Ignoring the images, restate the records below word for word.
--
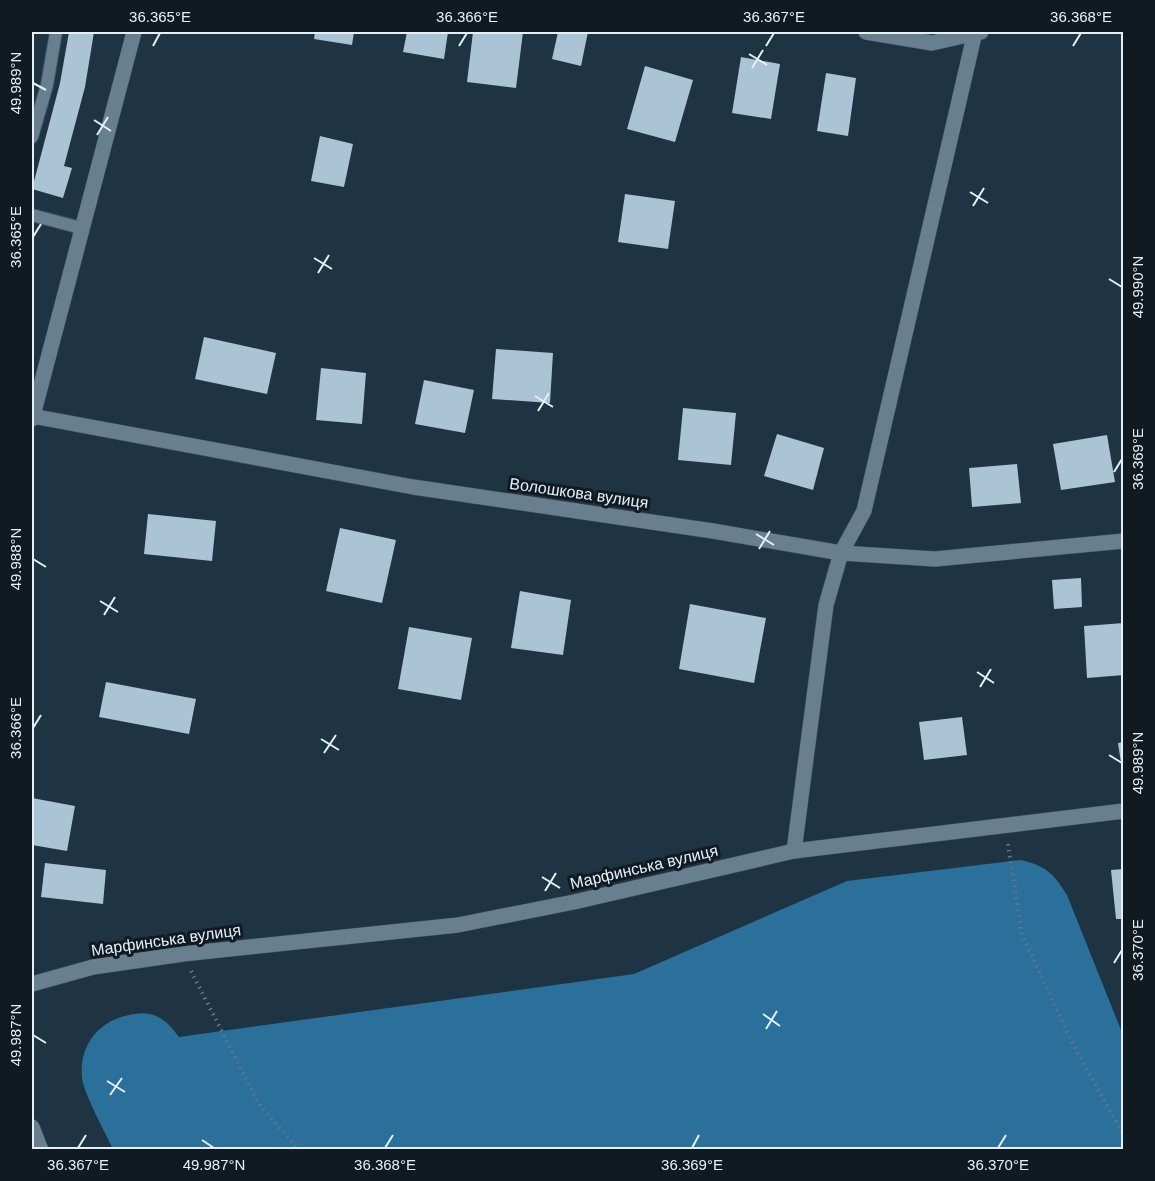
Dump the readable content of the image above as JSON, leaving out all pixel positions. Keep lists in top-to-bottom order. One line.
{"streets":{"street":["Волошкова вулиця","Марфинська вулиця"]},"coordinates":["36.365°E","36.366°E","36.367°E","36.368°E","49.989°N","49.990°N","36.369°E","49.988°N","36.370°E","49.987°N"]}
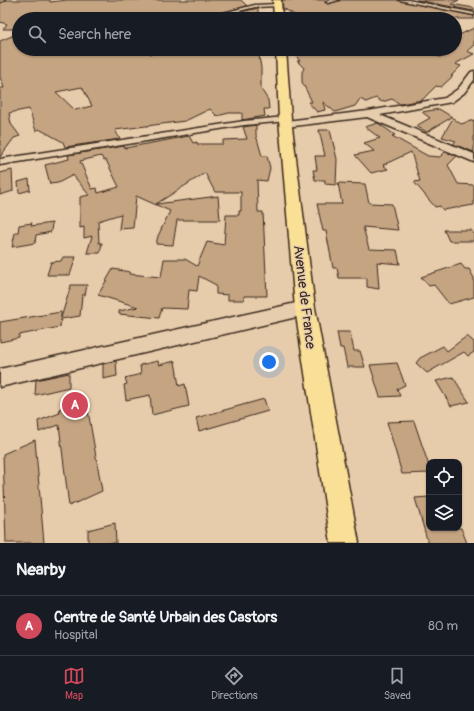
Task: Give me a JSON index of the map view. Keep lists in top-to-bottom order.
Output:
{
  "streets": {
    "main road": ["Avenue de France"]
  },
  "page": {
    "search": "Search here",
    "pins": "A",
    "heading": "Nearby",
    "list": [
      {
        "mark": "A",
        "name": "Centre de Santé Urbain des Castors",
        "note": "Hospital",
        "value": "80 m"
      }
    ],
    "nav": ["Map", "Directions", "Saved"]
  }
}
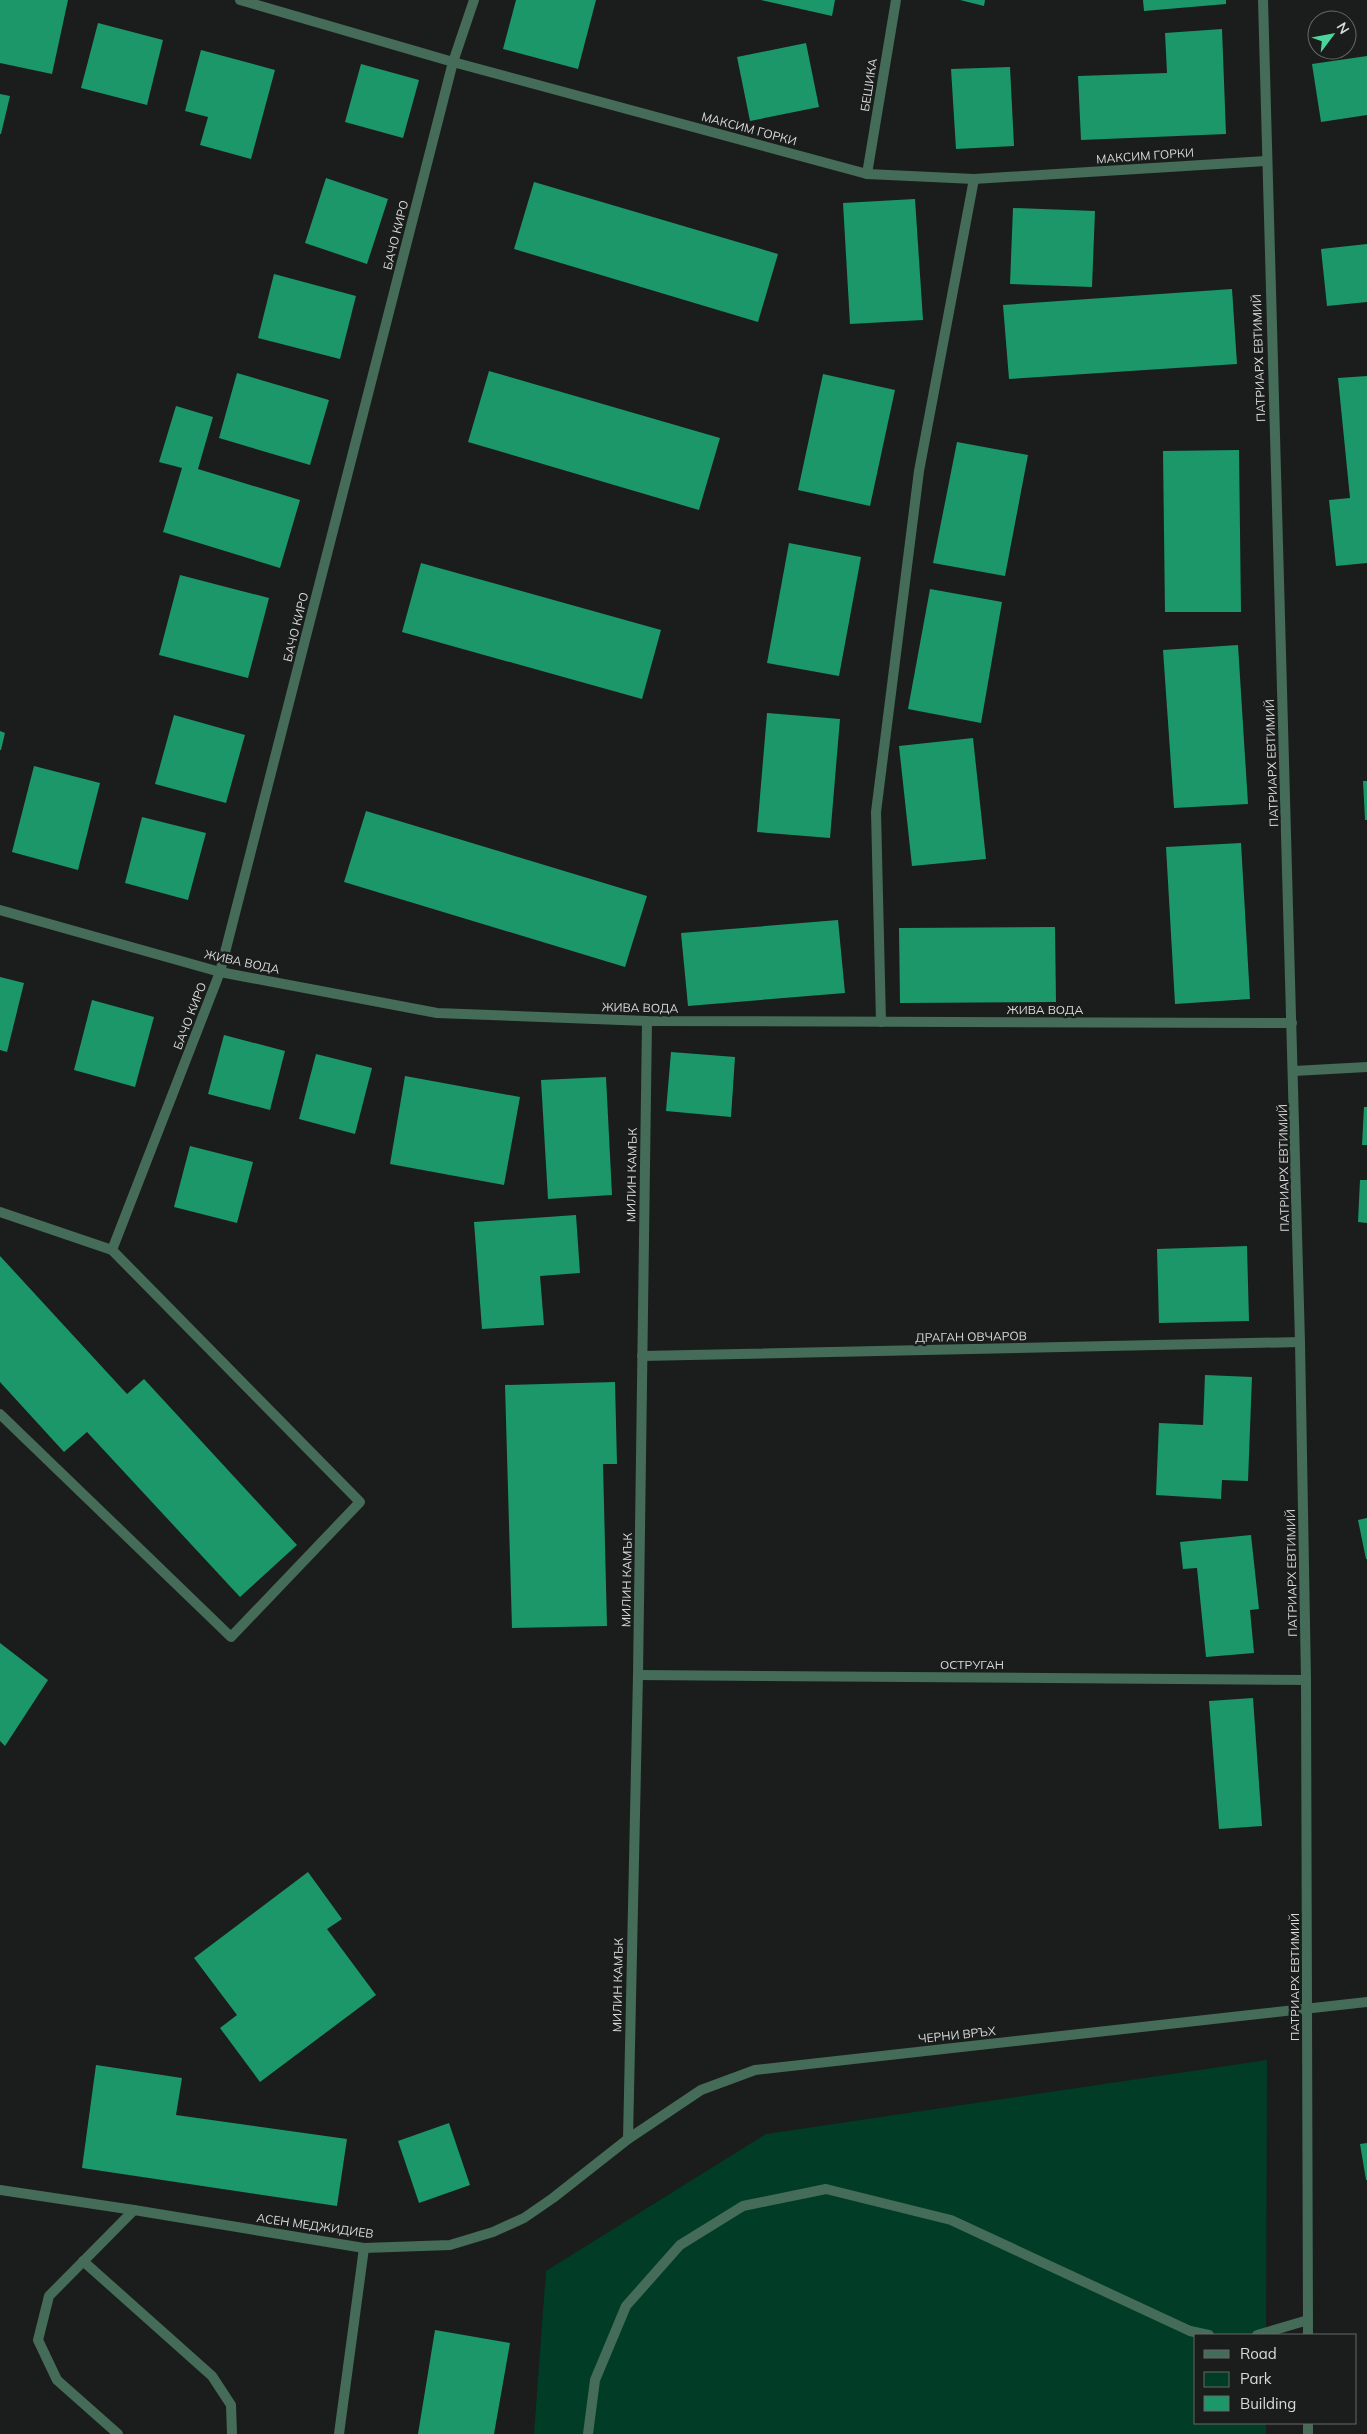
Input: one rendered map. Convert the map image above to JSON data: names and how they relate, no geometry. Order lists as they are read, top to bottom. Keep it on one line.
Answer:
--
#### [Answer to the problem]
Dump the readable content of the image above as JSON, leaving out all pixel positions. Keep lists in top-to-bottom order. One line.
{"streets":{"street":["Волошкова вулиця","Марфинська вулиця"]},"coordinates":["36.365°E","36.366°E","36.367°E","36.368°E","49.989°N","49.990°N","36.369°E","49.988°N","36.370°E","49.987°N"]}
Task: Give me a JSON index of the map view. Keep lists in top-to-bottom order.
Output:
{
  "streets": {
    "main road": ["Avenue de France"]
  },
  "page": {
    "search": "Search here",
    "pins": "A",
    "heading": "Nearby",
    "list": [
      {
        "mark": "A",
        "name": "Centre de Santé Urbain des Castors",
        "note": "Hospital",
        "value": "80 m"
      }
    ],
    "nav": ["Map", "Directions", "Saved"]
  }
}
Input: one rendered map. Convert the map image above to JSON data: names and how they relate, no geometry. Order lists as they are read, top to bottom. Keep it on one line.
Answer:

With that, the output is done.